[DATASET CONTENT]
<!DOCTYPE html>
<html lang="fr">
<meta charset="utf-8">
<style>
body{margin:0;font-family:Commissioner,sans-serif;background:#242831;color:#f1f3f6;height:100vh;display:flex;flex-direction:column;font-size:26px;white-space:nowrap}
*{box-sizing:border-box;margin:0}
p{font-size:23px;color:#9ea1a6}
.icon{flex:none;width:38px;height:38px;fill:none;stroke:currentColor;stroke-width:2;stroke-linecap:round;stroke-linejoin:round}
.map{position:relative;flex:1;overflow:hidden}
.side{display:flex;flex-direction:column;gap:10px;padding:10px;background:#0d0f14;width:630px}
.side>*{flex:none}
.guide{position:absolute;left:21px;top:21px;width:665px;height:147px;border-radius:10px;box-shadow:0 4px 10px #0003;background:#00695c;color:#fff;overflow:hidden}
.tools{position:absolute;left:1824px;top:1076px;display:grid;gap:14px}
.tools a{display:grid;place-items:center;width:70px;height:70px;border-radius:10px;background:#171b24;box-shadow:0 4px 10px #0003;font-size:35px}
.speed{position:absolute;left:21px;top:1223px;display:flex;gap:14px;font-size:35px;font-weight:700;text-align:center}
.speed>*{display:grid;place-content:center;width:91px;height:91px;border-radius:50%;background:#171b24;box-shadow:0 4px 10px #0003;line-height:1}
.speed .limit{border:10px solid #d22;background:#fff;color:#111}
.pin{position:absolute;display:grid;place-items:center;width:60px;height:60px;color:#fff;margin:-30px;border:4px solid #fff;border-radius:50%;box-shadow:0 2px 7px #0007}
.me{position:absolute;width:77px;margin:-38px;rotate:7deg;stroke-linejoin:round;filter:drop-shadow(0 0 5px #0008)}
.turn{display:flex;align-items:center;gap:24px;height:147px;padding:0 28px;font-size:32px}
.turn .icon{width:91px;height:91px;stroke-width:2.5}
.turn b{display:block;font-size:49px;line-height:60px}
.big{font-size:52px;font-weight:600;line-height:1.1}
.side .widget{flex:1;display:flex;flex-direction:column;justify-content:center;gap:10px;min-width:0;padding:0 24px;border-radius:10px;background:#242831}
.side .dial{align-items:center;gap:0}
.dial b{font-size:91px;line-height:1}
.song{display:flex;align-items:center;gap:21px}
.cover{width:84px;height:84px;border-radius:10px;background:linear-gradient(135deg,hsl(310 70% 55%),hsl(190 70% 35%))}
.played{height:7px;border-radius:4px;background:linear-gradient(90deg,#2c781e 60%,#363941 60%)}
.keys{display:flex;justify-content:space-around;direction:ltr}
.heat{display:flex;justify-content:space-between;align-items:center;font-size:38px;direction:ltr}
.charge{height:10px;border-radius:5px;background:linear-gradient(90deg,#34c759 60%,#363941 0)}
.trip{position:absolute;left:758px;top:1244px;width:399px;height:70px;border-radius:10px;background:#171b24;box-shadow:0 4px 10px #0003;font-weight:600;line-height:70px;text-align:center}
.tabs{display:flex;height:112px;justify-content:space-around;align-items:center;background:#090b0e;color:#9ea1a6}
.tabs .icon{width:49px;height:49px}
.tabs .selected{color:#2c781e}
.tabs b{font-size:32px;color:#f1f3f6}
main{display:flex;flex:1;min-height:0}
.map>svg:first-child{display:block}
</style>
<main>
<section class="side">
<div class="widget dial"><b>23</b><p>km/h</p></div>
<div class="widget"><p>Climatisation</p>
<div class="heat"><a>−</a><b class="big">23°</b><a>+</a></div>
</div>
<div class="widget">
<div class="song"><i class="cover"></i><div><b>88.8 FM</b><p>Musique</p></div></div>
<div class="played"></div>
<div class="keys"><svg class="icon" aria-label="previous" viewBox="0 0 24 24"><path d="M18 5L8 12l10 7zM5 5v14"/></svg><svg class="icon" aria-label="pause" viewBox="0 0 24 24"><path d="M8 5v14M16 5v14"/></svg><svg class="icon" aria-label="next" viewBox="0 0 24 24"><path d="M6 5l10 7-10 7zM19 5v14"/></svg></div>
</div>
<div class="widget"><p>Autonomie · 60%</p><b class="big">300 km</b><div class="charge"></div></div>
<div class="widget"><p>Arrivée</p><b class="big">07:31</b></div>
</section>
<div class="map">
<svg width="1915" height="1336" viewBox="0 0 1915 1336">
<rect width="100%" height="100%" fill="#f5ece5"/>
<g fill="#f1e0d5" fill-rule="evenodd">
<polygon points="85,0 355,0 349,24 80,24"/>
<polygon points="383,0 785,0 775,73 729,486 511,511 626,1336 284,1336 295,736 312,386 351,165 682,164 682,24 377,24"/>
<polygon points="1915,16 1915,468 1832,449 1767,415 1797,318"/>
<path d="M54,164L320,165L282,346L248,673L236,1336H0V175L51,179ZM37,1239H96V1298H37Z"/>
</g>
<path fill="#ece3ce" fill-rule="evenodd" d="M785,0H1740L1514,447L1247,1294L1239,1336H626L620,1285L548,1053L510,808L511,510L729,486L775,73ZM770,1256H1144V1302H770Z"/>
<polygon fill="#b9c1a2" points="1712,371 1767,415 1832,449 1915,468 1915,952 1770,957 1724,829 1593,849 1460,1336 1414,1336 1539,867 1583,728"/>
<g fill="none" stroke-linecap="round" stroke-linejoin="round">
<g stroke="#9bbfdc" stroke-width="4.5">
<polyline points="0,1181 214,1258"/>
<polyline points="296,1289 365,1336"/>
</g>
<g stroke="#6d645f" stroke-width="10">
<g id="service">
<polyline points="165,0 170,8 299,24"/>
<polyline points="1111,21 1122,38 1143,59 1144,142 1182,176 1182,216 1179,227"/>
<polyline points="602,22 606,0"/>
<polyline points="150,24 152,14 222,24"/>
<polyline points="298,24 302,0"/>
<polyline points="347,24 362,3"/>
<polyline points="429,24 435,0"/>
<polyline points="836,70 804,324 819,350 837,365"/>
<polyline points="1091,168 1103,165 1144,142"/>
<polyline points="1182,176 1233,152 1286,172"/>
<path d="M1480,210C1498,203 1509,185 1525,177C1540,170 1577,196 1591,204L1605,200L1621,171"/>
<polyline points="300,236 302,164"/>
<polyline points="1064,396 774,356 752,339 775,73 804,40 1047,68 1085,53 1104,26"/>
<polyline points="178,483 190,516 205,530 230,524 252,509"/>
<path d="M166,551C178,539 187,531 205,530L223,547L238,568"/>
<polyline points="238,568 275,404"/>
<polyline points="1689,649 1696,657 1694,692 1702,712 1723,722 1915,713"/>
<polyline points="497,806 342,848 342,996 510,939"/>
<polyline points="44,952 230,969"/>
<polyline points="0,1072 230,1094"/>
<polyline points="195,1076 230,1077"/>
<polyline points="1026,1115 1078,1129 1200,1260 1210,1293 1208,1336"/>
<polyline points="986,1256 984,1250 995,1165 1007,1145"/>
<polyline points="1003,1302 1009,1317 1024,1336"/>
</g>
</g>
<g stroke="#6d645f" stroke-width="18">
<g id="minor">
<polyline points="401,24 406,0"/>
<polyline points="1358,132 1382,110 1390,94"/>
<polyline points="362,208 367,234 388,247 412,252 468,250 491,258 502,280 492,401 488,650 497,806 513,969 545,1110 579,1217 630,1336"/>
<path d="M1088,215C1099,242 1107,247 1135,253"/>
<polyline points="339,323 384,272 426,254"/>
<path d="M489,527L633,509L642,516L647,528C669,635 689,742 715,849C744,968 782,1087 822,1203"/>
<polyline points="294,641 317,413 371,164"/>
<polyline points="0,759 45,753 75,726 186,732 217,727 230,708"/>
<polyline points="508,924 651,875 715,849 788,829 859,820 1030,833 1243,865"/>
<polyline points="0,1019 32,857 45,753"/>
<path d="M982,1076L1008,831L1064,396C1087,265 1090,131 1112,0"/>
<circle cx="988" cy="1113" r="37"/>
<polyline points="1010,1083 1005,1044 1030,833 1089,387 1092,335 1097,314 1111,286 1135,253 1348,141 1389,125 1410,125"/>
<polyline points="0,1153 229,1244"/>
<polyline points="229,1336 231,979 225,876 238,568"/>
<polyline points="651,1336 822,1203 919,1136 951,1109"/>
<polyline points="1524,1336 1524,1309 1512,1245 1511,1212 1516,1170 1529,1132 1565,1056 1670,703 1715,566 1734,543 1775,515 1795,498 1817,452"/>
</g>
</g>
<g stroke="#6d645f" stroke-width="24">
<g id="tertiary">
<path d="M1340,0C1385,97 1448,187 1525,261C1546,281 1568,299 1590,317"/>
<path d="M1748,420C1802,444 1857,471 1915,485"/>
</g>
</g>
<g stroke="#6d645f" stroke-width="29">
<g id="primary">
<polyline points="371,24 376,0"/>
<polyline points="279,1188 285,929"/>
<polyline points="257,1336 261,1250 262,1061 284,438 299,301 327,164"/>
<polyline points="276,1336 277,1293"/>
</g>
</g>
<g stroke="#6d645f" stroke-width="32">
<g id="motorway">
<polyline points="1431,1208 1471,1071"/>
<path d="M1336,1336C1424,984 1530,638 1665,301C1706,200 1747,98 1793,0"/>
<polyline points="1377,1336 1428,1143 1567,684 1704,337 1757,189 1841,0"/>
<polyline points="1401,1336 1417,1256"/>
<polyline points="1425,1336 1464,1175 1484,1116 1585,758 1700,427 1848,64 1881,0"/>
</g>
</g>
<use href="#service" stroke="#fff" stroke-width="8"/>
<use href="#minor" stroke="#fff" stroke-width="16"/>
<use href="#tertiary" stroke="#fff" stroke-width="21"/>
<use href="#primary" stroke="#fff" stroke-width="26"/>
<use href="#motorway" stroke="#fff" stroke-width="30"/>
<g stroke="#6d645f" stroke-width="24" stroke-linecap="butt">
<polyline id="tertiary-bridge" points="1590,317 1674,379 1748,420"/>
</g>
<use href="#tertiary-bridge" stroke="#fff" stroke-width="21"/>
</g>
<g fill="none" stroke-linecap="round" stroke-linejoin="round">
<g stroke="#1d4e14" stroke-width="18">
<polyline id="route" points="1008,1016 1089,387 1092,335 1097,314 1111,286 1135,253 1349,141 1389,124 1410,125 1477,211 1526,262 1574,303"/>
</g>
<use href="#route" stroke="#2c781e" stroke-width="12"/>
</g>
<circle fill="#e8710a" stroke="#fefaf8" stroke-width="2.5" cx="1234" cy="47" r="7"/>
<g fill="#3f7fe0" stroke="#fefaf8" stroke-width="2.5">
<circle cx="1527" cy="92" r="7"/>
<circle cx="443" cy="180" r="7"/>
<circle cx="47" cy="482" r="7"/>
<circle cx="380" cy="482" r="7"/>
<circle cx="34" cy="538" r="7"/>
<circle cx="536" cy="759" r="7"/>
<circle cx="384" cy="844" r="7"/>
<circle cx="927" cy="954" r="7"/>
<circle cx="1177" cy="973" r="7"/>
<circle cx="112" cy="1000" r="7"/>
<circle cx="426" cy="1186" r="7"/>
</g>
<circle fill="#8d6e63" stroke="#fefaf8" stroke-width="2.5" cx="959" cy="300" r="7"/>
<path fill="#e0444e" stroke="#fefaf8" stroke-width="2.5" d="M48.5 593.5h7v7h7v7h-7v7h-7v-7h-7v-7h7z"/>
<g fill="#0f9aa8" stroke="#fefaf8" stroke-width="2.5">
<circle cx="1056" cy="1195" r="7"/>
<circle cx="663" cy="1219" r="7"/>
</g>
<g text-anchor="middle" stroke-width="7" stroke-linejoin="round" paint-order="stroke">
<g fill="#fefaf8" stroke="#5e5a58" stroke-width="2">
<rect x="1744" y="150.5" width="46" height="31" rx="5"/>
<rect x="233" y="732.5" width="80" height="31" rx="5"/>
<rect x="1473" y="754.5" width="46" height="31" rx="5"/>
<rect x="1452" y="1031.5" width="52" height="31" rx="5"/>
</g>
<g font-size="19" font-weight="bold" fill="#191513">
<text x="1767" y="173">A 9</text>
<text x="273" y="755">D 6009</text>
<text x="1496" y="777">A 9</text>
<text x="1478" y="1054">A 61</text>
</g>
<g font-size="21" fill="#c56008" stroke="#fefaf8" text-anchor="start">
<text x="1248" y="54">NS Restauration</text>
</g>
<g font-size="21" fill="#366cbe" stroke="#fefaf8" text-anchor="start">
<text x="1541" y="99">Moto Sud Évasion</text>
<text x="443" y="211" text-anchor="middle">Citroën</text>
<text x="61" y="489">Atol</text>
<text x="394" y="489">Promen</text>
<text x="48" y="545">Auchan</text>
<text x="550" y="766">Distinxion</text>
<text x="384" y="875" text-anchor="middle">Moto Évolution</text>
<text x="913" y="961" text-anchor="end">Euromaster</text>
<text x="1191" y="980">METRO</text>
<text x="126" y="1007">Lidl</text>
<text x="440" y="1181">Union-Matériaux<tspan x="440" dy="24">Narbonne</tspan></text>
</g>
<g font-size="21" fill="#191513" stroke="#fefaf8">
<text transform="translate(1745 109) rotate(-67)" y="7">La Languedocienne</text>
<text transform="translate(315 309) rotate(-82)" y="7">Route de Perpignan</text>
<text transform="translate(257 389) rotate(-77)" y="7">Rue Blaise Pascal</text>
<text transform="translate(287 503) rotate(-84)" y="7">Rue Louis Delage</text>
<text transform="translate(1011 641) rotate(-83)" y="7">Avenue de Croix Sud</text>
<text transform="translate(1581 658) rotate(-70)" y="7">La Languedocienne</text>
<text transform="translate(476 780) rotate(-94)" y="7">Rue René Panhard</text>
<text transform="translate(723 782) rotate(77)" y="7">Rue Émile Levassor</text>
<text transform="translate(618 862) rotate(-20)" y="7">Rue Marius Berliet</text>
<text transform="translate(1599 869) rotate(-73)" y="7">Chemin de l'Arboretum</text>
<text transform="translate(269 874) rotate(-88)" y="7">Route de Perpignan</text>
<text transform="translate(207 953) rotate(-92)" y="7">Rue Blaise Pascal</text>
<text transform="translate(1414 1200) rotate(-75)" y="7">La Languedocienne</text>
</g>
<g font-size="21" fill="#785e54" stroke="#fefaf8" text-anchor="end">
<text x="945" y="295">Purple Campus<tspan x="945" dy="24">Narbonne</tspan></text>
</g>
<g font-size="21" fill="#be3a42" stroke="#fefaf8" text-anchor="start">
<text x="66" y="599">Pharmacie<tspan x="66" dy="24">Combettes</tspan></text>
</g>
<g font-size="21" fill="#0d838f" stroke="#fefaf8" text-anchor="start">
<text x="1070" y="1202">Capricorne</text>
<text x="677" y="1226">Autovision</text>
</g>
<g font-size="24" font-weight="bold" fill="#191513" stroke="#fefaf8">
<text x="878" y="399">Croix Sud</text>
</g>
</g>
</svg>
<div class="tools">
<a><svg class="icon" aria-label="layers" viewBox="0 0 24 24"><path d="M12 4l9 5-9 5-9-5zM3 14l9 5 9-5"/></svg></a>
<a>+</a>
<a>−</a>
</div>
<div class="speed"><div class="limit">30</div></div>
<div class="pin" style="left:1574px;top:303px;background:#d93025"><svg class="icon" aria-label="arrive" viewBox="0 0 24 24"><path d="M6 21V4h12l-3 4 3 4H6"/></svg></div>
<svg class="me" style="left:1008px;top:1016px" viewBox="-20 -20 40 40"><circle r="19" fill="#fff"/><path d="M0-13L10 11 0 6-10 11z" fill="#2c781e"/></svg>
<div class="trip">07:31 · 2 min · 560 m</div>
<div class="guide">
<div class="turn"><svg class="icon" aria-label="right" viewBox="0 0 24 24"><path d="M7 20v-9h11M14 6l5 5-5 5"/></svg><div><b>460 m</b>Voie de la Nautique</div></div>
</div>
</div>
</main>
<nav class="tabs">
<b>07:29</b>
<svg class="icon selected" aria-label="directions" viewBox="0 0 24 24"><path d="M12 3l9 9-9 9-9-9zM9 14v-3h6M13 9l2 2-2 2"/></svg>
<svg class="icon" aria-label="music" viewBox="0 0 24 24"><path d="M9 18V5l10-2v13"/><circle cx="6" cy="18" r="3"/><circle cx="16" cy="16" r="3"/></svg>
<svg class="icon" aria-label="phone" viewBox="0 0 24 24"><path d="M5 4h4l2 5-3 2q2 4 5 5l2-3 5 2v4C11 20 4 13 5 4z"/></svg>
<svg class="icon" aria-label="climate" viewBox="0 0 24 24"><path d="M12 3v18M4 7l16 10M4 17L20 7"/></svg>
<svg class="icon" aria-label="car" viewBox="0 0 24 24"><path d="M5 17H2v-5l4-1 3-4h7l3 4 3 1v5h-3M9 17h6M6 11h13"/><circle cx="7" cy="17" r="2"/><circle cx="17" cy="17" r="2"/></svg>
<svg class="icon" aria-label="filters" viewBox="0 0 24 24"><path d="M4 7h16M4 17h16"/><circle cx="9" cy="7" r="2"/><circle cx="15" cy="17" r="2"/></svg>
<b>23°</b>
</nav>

[YOUR OBJECTIVE] Search the records above for the word "place", then say how many lines contain it. Give the number alone.

[EXERCISE OUTPUT] 3